Electric vehicles are powered by a lithium-ion battery which then powers the motor of the vehicle, these batteries are then recharged by plugging into the electricity grid. Hydrogen vehicles also contain an electric motor fuelled by Hydrogen fuel cells which then react with oxygen to produce electricity and water vapour. These vehicles are refuelled in a similar way to petrol and diesel vehicles at Hydrogen specific service stations.

Pros and cons?
The infrastructure for Electric vehicles is far more advanced than Hydrogen with grants being offered by the UK towards the purchase and installation of domestic charging points. However, the infrastructure for Hydrogen vehicles is thought to be relatively straightforward to scale up with the right investment and support.

Electric is also generally cheaper to purchase with the cost of recharging less during off-peak grid times making them a good long-term investment. Although the lengthy charging times and shorter ranges of the Electric vehicles make the higher cost of Hydrogen refuelling, not dissimilar to current fuel prices, easier to accept.

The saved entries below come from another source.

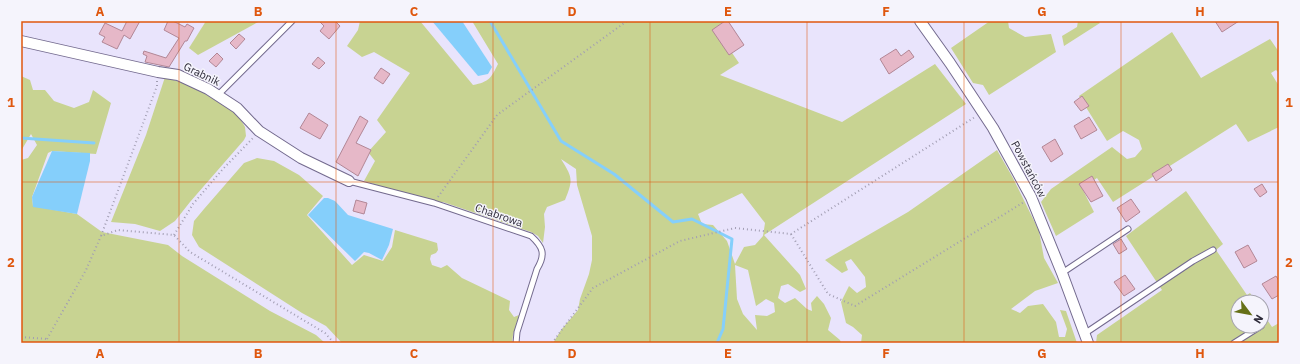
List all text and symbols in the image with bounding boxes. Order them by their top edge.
text: A [96,3,105,20]
text: B [254,3,263,20]
text: C [410,3,419,20]
text: D [567,3,577,20]
text: E [724,3,732,20]
text: F [882,3,890,20]
text: G [1037,3,1047,20]
text: H [1195,3,1205,20]
street label: Grabnik [182,59,223,89]
text: 1 [7,94,15,111]
text: 1 [1285,94,1293,111]
street label: Powstańców [1008,138,1050,200]
street label: Chabrowa [473,200,525,230]
text: 2 [7,254,15,271]
text: 2 [1285,254,1293,271]
north arrow [1230,294,1270,334]
text: N [1250,312,1267,326]
text: A [96,345,105,362]
text: B [254,345,263,362]
text: C [410,345,419,362]
text: D [567,345,577,362]
text: E [724,345,732,362]
text: F [882,345,890,362]
text: G [1037,345,1047,362]
text: H [1195,345,1205,362]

Both vehicle options produce no emissions from the exhausts, but Co2 is released during the manufacturing processes, meaning that neither option is a completely zero emission product.

It seems that both Electric vehicles and Hydrogen vehicles need further research and development. Electric needs a solution for efficient recycling of batteries, quicker charging times, and increased ranges. While Hydrogen needs improved infrastructure and reduced costs for the extraction of Hydrogen for refuelling. Both options could be major solutions to ‘green’ transport and help meet the ambitious target of ending sales of non-zero emission cars and vans in 2035.